Abstracting Words is a set of conceptual architectural drawings produced by Aditya Setalvad during a design studio at CEPT University in Ahmedabad, India, in 2019. The studio brief asked students to represent given words through architectural drawing without relying on conventional plans, sections, or elevations. Instead, the exercise pushed each drawing toward a richer visual argument, where the form of representation itself carries the meaning of the term. Every image here was rendered in Photoshop.
This kind of work sits at the heart of architectural education. Before a student designs buildings, the studio trains the eye and hand to translate ideas into space, and drawing becomes the primary language for that thinking. CEPT, founded in Ahmedabad, has long treated drawing and representation as serious tools of inquiry rather than mere documentation. Abstracting Words extends that tradition by asking how a single word can be unpacked into atmosphere, narrative, and structure on the page.

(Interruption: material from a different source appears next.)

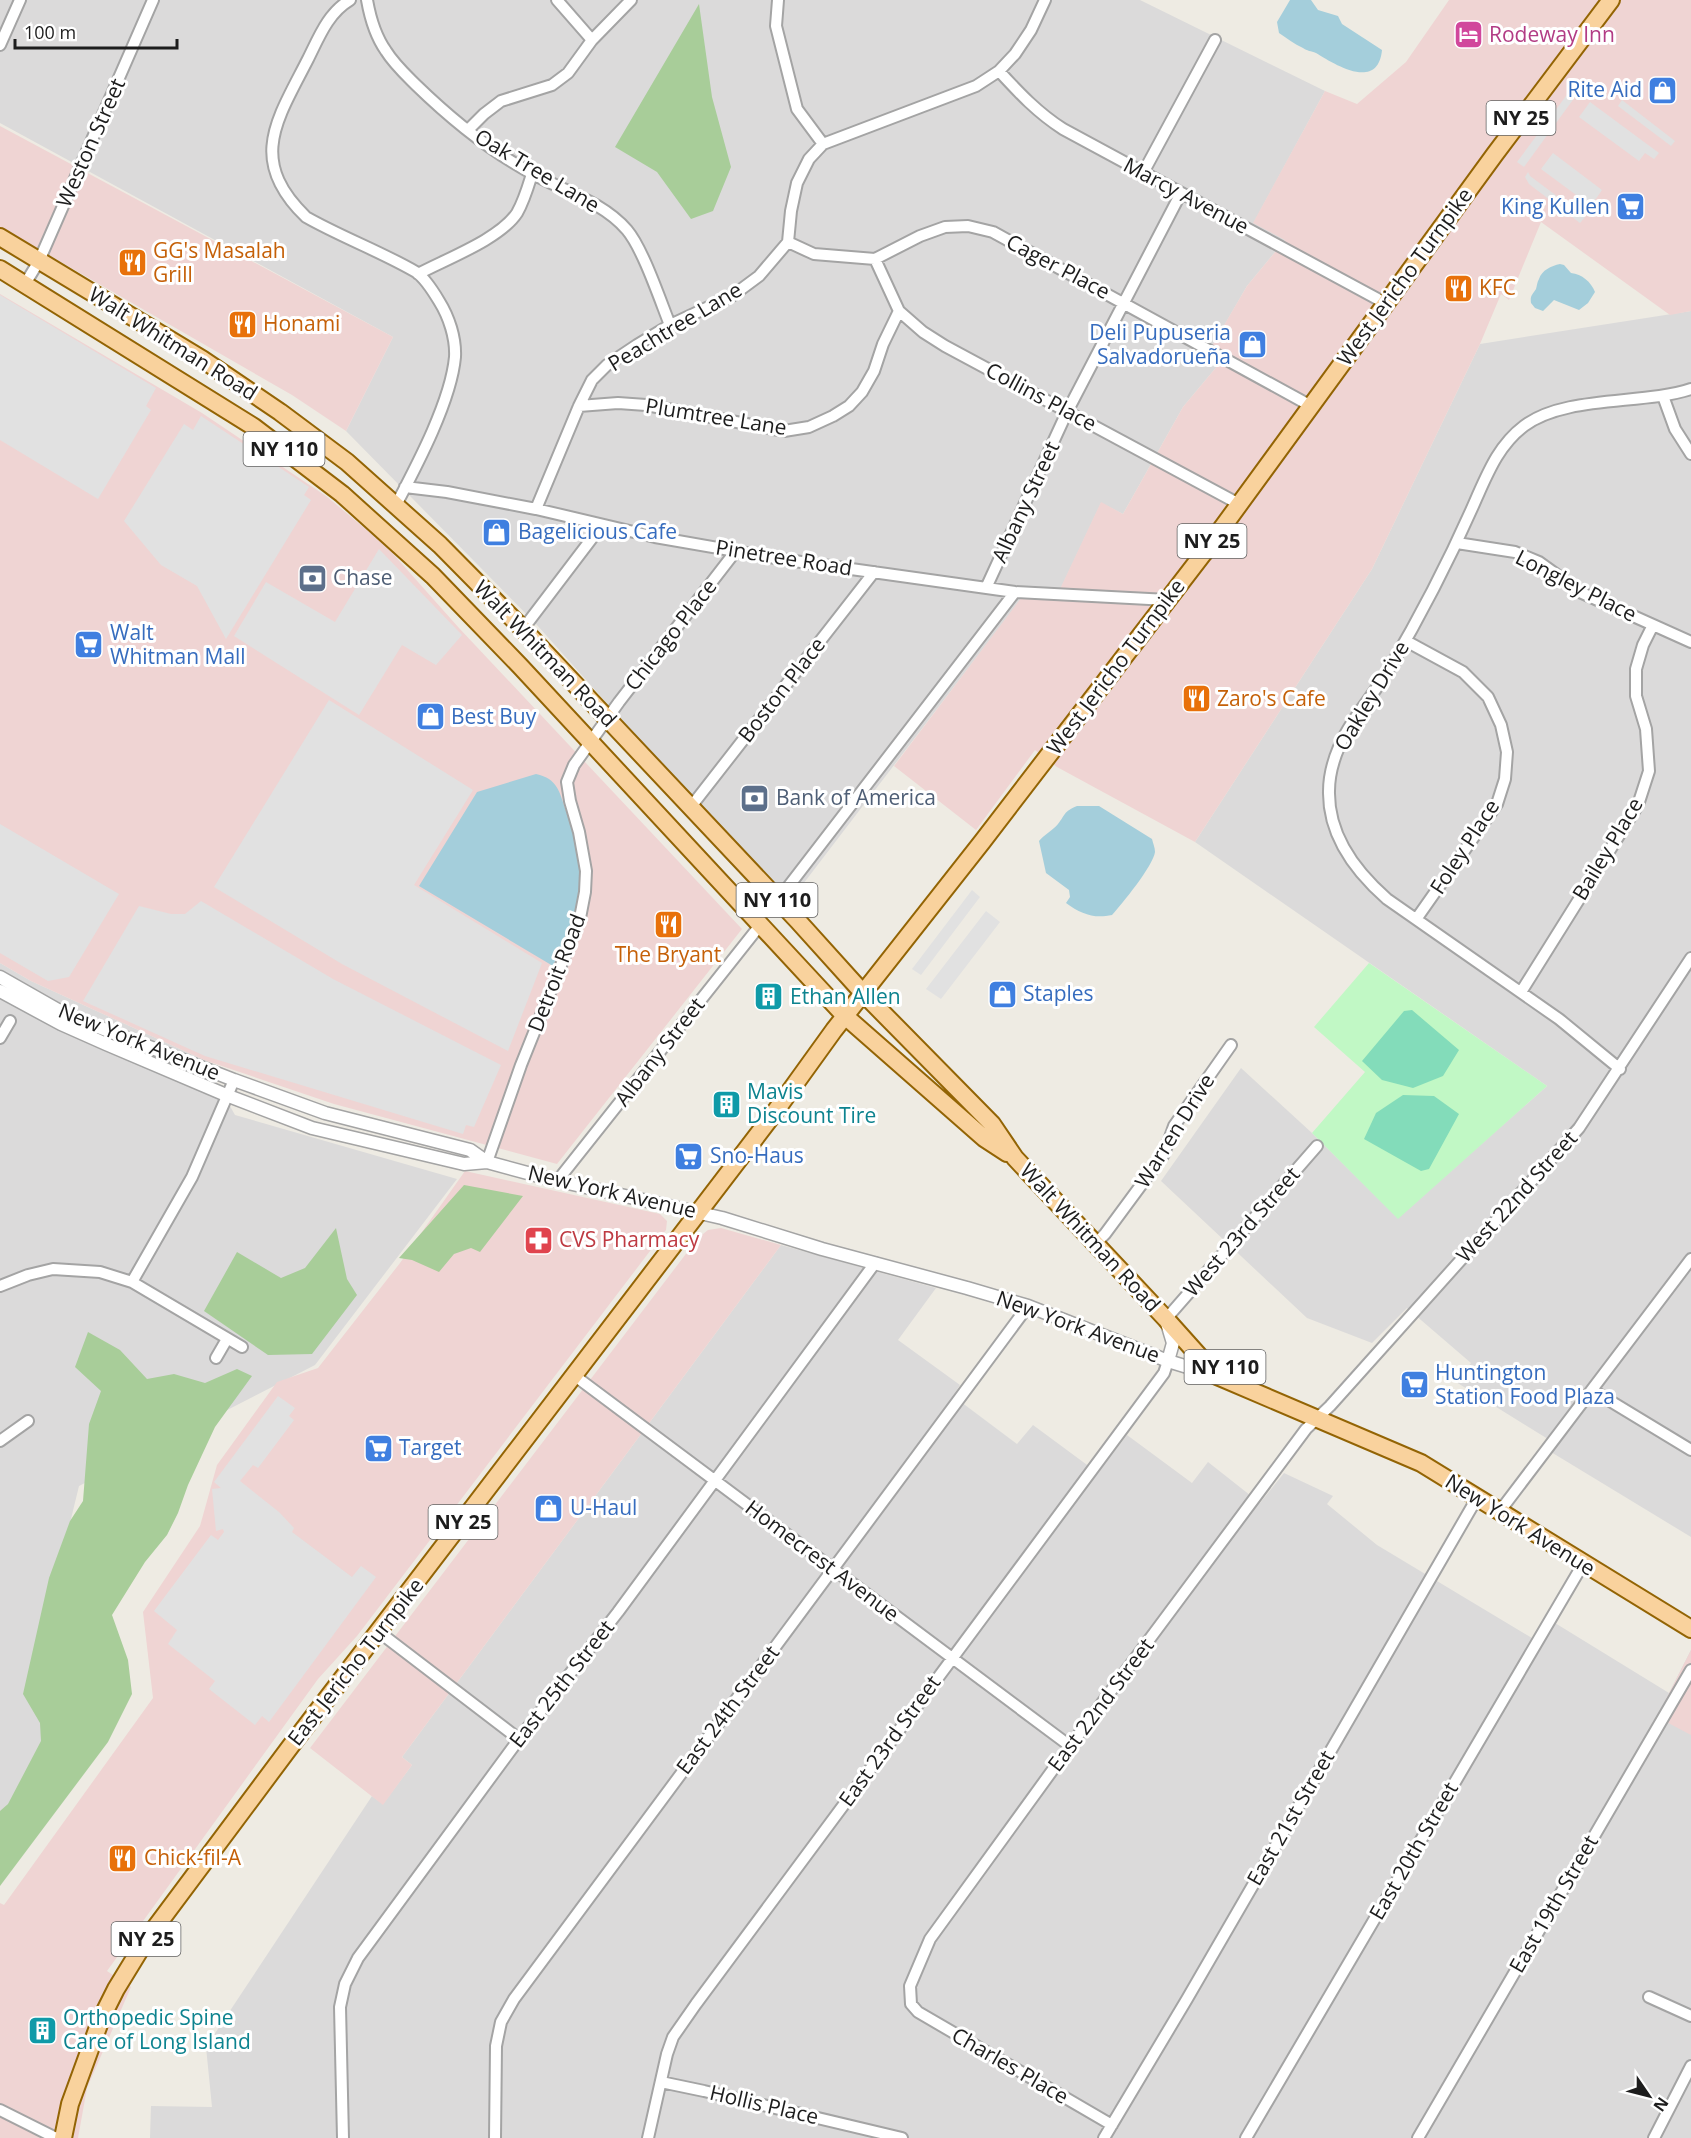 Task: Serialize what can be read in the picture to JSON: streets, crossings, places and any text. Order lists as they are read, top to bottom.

Reading the Words Through Drawing
For “memory,” Setalvad drew and rendered a view of his old school with its doors closed, evoking silence and a sense of the past, paired with a figure holding a picture of the primary school. The image captures how one longs to return to places that survive only as recollection. For “material,” he imagined a construction site and used both dictionary meanings of the word at once, showing material as something with feel and texture and as the element required to build, displaying wood, concrete, brick, metal, and earth together.
For “density,” the drawing cuts a typical section through a building, with every floor crowded with people in their homes and the road below full of people and animals, the way an Indian street often is. The exterior activities are specific to Indian life, from hanging clothes and animals moving across wires to people arguing through windows. Inside, the rooms hold meetings, gatherings of friends, couples arguing, families spending time together, and pregnant women being cared for. Density here is not an abstract number but a lived condition.
Taken together, the series shows how architectural drawing can move beyond technical convention toward storytelling, and how architectural education in Ahmedabad nurtures that experimental sensibility. These drawings remind us that the words architects use are spatial all along, waiting to be made visible.